Let the mgf of $X$ is denoted as $M_X (t)$.

$$M_X(t) = E_X(e^{tx}) = \sum_{\forall{x}} e^{tx} f(x) = \int_{\forall{x}} f(x) dx $$

**Theorem:** If $X$ is a random variable with MGF $M_X(t)$, then

$$ E[X^n] = \left. \frac{d^n}{dt^n} M_X(t) \right|_{t=0} $$

*Proof.*

$$\frac{d}{dt} M_X(t) = \frac{d}{dt} \int_{-\infty}^{\infty} e^{tx} f(x) dx = \int_{-\infty}^{\infty} xe^{tx} f(x) dx$$

Evaluating at $t=0$:

$$\left. \frac{d}{dt} M_X(t) \right|_{t=0} = E[X]$$

# 8.4 MGFs of Random Variables
<hr>

## 8.4.1 MGF of Binomial
If $X \sim \text{Binomial}(n,p)$, then $p(x) = \binom{n}{x}p^x (1-p)^{n-x}$. Therefore,

$$M_X(t) = E_X(e^{tx}) = \sum_{x} e^{tx} p(x) = \sum_{x=0}^n e^{tx} \binom{n}{x}p^x (1-p)^{n-x} = \sum_{x=0}^n \binom{n}{x} (e^t p)^x (1-p)^{n-x}$$

Since,

$$(a+b)^n = \sum_{i=1}^n \binom{n}{i}a^i b^{n-i}$$

<hr>
$$M_X(t) = \sum_{x=0}^n \binom{n}{x} (e^t p)^x (1-p)^{n-x} = (e^t p + 1-p)^n) = (pe^t + q)^n$$
<hr>

**Verify** that $E(X)=np$ and $\text{Var}(X)=np(1-p)$.

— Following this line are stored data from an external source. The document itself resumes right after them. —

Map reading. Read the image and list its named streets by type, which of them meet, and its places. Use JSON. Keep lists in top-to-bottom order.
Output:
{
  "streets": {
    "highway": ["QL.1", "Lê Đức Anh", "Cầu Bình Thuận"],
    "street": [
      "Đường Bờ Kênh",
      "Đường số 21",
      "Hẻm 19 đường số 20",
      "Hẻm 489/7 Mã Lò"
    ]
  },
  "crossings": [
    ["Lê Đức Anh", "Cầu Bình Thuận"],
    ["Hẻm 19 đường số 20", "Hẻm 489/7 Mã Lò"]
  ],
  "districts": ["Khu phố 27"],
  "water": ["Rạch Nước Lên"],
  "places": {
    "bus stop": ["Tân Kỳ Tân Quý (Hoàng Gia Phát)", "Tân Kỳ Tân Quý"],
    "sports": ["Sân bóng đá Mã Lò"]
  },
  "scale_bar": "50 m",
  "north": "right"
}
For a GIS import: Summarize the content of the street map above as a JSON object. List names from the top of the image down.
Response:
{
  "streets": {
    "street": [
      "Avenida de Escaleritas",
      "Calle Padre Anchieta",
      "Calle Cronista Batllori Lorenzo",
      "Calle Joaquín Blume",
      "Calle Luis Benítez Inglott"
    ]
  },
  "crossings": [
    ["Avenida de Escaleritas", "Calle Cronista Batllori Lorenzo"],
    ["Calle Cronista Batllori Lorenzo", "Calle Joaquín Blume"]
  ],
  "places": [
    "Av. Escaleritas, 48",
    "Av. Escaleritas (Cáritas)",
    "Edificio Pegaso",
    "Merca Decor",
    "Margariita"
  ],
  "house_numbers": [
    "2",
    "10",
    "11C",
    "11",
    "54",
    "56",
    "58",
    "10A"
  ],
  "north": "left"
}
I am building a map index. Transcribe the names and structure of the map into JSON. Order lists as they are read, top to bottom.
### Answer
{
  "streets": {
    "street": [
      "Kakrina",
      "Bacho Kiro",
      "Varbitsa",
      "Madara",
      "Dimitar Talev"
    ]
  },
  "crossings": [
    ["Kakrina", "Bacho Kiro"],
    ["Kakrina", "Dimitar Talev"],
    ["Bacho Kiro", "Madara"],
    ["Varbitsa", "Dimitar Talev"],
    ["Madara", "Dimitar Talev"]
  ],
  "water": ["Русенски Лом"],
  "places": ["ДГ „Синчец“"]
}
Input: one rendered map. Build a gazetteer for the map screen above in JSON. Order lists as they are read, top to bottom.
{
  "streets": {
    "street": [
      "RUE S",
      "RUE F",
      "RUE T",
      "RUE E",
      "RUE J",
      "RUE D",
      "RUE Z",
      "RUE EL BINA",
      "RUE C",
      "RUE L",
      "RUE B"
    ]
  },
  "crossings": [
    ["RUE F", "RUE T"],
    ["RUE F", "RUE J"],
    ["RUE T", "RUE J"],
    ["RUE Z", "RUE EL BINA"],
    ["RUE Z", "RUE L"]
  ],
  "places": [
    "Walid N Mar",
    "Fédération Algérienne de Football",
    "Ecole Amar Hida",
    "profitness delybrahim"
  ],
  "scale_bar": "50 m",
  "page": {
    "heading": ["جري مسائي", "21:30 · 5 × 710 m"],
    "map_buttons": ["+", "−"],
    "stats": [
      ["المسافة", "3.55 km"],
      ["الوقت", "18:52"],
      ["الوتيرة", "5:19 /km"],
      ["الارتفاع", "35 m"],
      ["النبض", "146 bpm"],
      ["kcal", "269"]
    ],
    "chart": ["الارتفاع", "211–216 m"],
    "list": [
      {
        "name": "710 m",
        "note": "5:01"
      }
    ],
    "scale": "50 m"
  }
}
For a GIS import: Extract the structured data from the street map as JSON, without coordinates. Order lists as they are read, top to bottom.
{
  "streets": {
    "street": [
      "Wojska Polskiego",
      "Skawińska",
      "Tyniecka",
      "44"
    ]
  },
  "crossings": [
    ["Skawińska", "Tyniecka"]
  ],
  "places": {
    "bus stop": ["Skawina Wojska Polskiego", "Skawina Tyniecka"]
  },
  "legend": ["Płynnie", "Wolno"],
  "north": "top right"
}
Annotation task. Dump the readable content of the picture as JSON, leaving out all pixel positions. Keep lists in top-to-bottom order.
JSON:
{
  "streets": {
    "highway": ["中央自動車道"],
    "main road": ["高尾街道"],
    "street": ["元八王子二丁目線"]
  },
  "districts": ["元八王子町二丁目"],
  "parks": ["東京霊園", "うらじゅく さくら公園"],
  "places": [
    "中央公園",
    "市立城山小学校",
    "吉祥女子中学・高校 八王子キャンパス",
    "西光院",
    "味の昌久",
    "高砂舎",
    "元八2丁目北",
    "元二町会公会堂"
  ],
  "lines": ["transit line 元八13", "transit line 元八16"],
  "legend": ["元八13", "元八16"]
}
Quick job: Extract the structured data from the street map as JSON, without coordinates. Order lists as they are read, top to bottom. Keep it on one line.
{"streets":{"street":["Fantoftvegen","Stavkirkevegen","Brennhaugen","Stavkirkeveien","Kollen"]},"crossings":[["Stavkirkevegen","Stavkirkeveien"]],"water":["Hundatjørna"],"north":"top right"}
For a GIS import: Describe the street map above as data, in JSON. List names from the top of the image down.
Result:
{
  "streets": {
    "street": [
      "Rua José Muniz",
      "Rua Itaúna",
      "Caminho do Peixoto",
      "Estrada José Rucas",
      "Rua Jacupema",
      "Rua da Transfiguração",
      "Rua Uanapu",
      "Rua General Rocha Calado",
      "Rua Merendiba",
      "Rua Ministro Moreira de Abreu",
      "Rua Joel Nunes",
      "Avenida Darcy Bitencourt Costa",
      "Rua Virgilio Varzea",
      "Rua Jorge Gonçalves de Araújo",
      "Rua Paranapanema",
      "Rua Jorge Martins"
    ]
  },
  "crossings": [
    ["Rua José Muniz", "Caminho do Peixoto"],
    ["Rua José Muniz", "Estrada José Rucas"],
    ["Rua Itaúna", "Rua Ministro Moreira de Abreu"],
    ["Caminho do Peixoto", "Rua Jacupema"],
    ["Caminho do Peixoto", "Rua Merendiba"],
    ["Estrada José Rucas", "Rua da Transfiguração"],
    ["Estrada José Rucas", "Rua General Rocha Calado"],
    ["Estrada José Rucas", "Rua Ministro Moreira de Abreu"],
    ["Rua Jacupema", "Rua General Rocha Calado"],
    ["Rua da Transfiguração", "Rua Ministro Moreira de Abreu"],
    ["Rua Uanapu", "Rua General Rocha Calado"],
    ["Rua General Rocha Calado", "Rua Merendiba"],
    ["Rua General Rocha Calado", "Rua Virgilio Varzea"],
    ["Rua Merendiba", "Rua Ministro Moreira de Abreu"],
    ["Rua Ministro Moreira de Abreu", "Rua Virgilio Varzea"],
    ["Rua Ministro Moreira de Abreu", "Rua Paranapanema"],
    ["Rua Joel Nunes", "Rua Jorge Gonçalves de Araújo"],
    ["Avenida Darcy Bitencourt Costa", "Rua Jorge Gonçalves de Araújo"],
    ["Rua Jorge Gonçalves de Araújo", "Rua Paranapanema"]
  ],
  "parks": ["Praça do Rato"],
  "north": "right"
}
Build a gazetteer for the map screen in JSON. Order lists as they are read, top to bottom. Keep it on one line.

By definition, the first moment of $X$ is the $E[X]$ and the second central moment is $Var(X)$.

$$E[X] = \left. \frac{d}{dt} (pe^t + q)^n \right|_{t=0} = np$$

$$E[X^2] = \left. \frac{d^2}{dt^2} (pe^t + q)^n \right|_{t=0} = np(np+q)$$

Therefore,

$$\text{Var}(X) = E[X^2] - \mu^2 = np(np+q) - (np)^2 = npq$$

## 8.4.2 MGF of Geometric
$$X \sim \text{Geometric}(p)$$

## 8.4.3 MGF of Poisson
If $X \sim \text{Poisson}(\lambda)$, then $p(x) = e^{-\lambda} \frac{\lambda^x}{x!}$. Therefore,

$$M_X(t) = E_X(e^{tx}) = \sum_{x} e^{tx} p(x) = \sum_{x} e^{tx} e^{-\lambda} \frac{\lambda^x}{x!} = e^{-\lambda} \sum_{x} e^{tx} \frac{\lambda^x}{x!} = e^{-\lambda} \sum_{x} \frac{(e^t\lambda)^x}{x!}$$

Since,

$$\sum_{x=0}^\infty \frac{x^n}{n!} = e^x$$

<hr>

$$M_X(t) = e^{-\lambda} \sum_{x} \frac{(e^t \lambda)^x}{x!} = e^{-\lambda} e^{e^t \lambda} = e^{\lambda(e^t-1)}$$

<hr>

**Verify** that $E(X)=\lambda$ and $\text{Var}(X)=\lambda$.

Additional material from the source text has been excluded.